When President Obama campaigned on a promise of prying open government information coffers, of course, his goals were more civil than economic. Yet even a step as simple as making the contracting process more transparent at Recovery.gov could aid business, suggests David Robinson, associate director for the Center for Information Technology Policy at Princeton. “There are all sorts of accumulated bureaucratic barriers to competing for government contracts,” he says. “The more transparent we make that shopping process, we not only give the government a better chance to get value for money, but we give more businesses the chance to profit.”

The more obvious economic benefits, however, will come from innovations that pop up around freely available data itself. Robinson and three Princeton colleagues argue in a recent Yale Journal of Law and Technology article that the federal government should focus on making as much data available as RSS feeds and XML data dumps, in lieu of spending resources to display the data themselves. “Private actors,” they write, “are better suited to deliver government information to citizens and can constantly create and reshape the tools individuals use to find and leverage public data.”

And government data, often hidden behind pay walls or trapped in PDF files, is ripe to be freed. “It’s not unlike the situation in 1996 when President Clinton began the process of ending the distortion of civilian GPS signals,” says David Stephenson, a government transparency analyst and author of the forthcoming book Democratizing Data. GPS went from being a secretive military technology to spawning a $6 billion ecosystem of location-based companies. Dozens of software and marketing firms, meanwhile, thrive entirely on slicing and interpreting U.S. Census data, released free in a format called Tiger. Google Earth and Microsoft Visual Earth both depend on government satellite data and private sources for their underlying maps, while real estate websites like Zillow and Trulia take advantage of housing and demographic feeds from state and local governments. More recently, Web 2.0 startups like CloudMade and Swivel have developed user-driven widgets to visualize and combine public data sets.

Other data-driven innovations are more serendipitous. The Arizona-based startup ImportGenius tracks U.S. imports and exports by scouring bills of lading data, and then sells it to firms looking to keep an eye on the competitors. The company’s most famous discovery to date, however, came when it uncovered evidence of the iPhone 3G’s launch—before Apple announced it—hidden in customs data for containers from Shanghai.

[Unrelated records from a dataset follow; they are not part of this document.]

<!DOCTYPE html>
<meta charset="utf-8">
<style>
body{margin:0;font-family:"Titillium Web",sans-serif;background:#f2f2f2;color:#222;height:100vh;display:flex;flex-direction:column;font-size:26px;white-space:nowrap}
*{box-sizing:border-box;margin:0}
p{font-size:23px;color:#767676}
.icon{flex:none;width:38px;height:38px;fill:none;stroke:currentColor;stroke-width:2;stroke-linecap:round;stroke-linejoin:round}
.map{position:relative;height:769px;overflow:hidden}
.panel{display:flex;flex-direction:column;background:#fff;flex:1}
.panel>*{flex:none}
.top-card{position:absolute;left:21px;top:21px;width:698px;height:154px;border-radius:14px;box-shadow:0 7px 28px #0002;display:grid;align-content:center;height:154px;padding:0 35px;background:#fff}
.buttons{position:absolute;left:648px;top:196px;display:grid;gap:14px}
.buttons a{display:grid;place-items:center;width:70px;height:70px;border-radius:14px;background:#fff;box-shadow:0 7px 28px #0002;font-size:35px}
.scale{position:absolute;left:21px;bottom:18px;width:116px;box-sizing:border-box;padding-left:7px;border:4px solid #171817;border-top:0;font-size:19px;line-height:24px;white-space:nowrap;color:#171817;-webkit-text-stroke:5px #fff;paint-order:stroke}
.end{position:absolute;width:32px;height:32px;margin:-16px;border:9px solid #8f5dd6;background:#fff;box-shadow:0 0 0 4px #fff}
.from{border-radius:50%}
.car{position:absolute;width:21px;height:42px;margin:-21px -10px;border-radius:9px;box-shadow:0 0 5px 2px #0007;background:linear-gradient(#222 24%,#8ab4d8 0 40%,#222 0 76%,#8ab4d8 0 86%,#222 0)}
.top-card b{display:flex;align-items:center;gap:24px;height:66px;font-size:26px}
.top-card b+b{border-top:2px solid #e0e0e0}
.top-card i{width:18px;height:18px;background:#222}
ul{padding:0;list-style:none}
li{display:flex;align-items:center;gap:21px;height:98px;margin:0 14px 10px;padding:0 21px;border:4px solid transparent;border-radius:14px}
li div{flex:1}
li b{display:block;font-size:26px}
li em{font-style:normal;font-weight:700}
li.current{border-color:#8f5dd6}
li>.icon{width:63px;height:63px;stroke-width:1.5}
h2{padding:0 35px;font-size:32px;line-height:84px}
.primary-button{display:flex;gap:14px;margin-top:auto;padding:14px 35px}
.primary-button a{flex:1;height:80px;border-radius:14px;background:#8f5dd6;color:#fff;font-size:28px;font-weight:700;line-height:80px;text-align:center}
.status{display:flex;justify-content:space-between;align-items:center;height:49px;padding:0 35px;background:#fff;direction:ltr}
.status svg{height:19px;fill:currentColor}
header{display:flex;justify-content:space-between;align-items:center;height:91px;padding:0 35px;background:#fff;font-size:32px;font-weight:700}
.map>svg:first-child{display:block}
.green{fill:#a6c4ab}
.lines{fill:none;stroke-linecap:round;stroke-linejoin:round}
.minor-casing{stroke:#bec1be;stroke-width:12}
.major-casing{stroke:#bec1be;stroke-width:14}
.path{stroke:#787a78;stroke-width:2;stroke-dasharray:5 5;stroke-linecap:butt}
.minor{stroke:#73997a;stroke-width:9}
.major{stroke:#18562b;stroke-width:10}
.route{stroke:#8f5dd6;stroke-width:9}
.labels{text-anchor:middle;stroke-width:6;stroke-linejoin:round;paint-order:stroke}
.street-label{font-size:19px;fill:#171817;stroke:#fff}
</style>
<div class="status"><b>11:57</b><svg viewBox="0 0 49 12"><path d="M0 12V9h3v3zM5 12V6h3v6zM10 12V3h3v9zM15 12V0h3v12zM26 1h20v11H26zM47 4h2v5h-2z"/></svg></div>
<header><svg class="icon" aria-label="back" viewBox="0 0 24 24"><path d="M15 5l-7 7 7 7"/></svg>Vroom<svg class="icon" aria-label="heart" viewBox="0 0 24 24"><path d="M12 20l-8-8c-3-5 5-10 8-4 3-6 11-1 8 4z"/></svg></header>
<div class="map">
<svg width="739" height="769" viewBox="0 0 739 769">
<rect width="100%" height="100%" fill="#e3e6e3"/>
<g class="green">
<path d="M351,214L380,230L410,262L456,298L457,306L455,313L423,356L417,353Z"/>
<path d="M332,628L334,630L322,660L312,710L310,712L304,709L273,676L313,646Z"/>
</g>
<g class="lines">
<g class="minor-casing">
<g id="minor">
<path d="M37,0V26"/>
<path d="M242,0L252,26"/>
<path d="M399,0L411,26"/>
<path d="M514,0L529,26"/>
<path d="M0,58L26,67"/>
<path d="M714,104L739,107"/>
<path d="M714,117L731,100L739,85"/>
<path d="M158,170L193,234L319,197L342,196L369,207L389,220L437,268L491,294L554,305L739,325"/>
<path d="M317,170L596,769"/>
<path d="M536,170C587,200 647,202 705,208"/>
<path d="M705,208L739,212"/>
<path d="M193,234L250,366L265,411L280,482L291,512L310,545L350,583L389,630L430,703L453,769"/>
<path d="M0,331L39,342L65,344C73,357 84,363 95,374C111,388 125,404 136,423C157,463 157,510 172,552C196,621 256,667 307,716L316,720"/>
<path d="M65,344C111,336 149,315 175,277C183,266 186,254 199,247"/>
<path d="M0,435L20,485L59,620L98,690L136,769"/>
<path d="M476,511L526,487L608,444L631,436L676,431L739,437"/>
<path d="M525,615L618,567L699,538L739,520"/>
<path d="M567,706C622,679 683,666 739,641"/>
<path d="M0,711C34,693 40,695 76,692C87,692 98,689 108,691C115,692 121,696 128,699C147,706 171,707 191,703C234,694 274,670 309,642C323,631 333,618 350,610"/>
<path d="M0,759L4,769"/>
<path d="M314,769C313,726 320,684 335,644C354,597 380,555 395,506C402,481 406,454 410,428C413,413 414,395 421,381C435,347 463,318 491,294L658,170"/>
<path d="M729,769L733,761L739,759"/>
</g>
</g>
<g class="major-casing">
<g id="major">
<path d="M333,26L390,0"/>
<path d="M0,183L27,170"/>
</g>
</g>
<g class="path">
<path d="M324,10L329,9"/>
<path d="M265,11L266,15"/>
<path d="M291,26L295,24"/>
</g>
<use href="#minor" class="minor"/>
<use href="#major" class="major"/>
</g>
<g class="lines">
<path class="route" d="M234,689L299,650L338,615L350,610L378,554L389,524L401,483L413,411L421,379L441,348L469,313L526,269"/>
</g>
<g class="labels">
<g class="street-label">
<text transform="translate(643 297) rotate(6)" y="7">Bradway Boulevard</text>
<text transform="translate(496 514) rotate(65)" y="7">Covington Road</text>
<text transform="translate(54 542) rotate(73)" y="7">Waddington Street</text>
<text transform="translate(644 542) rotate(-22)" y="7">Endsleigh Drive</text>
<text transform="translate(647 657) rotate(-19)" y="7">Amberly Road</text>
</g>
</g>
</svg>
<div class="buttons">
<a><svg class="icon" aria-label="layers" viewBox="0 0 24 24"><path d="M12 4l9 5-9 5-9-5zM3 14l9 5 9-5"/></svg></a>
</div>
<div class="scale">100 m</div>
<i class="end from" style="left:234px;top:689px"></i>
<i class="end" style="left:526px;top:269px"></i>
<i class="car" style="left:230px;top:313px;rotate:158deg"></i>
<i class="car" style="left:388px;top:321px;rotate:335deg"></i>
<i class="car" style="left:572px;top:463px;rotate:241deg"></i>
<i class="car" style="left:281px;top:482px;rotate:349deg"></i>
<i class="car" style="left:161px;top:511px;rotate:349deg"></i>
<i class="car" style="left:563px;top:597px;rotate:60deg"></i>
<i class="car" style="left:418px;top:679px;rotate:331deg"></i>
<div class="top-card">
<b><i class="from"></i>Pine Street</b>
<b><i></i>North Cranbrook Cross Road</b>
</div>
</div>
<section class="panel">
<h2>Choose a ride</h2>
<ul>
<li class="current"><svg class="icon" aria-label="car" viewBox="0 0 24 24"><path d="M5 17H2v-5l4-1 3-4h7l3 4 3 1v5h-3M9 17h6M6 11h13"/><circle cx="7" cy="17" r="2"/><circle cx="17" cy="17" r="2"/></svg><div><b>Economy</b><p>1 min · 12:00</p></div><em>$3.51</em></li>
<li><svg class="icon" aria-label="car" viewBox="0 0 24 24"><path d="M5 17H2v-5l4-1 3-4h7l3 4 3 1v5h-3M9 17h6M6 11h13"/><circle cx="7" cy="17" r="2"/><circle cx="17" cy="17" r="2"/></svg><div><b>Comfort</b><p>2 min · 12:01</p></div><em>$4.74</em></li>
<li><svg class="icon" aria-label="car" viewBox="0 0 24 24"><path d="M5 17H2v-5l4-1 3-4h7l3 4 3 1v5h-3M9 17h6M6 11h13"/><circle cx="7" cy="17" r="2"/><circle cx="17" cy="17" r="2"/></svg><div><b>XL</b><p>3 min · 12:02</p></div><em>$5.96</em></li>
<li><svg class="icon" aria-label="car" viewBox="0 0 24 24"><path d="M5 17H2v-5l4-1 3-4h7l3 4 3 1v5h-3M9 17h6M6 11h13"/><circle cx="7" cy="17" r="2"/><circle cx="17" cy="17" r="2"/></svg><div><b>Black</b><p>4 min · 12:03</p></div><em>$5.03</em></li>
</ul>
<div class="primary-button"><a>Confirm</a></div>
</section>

In the long term, the clearest business case for breaking up government data monopolies is the hardest to quantify, in the efficiencies that arise as the information leaches through the economy. Whether it’s EPA pollution statistics that help analysts assess manufacturers, or weather data that aids the agricultural sector, the more data that industries can layer into their decisions, the better decisions they’ll make. The SEC, for one, is currently moving toward mandating that all financial disclosures are made in XBLR, a language that allows for structured, digitized financial reporting. “I’m sure there will be middle-level players who create due analyses of that data, publish it, and charge for it,” says David Robinson. “But more importantly, there will be companies that buy that data and then benefit from it.”

In fact, Robinson argues, the unforeseeable nature of data-driven innovation is exactly the point. “It’s a little bit like if we were sitting in the Soviet Union in the mid-’80s, and somebody said ‘What if we had an open market? What kind of businesses would we see?’” he says. “It’s the nature of the benefits here that they are hard to predict.”